In comparison, the converted mel-spectrograms of the supplied autovc model are much sharper and produce more natural voice, even when used with Griffin-Lim.
Here are the mel-spectrograms of my retrained model and the model of the repo

Retrained model	Supplied model

Here is a minimal example of the loss and training loop I use.
I can also provide more of my code if wanted.

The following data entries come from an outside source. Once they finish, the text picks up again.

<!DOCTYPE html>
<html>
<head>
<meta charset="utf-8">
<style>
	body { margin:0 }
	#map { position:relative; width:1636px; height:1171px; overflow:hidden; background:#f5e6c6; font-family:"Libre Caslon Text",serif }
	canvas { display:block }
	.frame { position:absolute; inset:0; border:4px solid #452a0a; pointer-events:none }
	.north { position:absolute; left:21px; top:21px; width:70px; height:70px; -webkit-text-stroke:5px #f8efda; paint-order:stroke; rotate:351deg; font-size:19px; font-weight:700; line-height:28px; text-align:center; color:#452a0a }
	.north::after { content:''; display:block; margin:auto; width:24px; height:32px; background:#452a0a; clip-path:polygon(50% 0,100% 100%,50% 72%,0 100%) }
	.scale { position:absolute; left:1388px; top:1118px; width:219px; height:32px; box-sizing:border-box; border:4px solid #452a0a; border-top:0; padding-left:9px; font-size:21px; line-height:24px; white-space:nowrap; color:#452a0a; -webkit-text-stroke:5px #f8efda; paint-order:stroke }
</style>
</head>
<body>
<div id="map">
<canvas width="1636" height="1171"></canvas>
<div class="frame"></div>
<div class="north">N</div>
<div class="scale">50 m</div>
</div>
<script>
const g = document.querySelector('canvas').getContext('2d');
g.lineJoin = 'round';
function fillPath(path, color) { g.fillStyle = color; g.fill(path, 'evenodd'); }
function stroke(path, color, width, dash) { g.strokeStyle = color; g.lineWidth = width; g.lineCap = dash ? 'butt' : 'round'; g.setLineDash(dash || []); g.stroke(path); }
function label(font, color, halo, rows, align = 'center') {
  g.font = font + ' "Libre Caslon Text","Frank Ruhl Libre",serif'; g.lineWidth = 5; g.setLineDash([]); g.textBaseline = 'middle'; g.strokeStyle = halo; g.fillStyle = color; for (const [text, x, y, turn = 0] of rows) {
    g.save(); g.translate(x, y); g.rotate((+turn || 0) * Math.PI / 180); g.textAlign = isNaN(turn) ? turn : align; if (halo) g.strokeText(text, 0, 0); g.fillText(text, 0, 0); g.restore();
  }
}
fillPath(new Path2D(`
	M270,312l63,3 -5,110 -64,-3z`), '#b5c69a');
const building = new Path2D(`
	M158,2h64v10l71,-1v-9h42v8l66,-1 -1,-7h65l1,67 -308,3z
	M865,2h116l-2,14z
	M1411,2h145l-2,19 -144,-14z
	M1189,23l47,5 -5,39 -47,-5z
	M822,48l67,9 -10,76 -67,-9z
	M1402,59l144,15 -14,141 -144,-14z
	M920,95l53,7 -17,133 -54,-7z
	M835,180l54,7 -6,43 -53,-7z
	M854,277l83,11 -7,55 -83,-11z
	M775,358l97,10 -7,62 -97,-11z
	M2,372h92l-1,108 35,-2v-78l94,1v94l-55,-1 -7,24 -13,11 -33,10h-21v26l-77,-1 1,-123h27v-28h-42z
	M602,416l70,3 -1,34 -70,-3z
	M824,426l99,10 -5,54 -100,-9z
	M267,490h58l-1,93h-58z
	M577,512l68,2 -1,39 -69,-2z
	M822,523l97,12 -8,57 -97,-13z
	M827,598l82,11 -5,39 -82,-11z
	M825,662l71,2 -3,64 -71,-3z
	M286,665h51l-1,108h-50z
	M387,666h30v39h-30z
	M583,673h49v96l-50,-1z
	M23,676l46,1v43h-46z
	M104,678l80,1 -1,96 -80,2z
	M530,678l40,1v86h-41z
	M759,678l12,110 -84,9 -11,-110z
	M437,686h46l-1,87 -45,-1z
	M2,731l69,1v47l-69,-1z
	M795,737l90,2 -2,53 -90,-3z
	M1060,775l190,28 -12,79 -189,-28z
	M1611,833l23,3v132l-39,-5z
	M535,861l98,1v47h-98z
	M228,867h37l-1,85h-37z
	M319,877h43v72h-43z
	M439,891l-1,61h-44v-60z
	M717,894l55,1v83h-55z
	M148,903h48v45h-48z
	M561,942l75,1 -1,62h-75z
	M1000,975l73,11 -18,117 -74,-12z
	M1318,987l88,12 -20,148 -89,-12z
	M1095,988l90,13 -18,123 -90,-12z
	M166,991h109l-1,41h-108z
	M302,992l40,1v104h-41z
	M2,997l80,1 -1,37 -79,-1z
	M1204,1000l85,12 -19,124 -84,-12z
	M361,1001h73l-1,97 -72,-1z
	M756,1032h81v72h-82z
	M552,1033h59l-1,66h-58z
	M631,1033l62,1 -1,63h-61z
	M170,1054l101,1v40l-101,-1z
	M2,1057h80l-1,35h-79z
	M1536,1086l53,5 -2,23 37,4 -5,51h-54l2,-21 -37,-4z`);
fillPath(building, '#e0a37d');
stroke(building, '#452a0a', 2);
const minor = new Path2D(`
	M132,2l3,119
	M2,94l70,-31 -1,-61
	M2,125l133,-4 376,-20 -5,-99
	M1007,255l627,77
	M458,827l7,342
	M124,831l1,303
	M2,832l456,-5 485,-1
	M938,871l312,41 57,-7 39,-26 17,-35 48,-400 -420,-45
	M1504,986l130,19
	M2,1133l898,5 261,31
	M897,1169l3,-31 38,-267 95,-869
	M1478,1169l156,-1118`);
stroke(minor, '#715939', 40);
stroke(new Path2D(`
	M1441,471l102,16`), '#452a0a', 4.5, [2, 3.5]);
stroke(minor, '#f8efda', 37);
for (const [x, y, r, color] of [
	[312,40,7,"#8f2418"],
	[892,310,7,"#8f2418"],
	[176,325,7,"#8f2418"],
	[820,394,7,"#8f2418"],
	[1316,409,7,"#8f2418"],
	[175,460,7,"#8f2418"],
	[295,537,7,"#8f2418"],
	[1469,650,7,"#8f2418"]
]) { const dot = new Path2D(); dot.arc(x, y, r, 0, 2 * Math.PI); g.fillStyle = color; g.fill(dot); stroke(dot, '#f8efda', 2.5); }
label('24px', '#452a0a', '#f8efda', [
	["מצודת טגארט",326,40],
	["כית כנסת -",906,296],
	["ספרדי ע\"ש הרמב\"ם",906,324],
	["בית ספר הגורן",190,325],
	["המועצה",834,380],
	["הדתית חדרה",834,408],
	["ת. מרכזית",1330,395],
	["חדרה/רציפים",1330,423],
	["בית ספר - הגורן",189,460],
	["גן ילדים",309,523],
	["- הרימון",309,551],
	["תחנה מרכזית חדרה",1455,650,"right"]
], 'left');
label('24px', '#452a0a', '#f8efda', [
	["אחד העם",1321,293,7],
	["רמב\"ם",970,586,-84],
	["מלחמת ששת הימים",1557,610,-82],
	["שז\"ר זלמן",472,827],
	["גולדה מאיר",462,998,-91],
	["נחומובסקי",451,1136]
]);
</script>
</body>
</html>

def train_step(mel_spec_batch, embeddings_batch, generator,
               weight_mu_zero_rec: float, weight_lambda_content: float):
    optimizer.zero_grad()

    mel_spec_batch_exp = mel_spec_batch.unsqueeze(1) # (batch_size=2, 1, num_frames=128, num_mels=80)
    mel_outputs, mel_outputs_postnet, content_codes_mel_input = generator(mel_spec_batch,
                                                                          embeddings_batch,
                                                                          embeddings_batch)
    # Returns content codes with self.encoder without using the decoder and postnet a second time
    content_codes_gen_output = generator.get_content_codes(mel_outputs_postnet, embeddings_batch)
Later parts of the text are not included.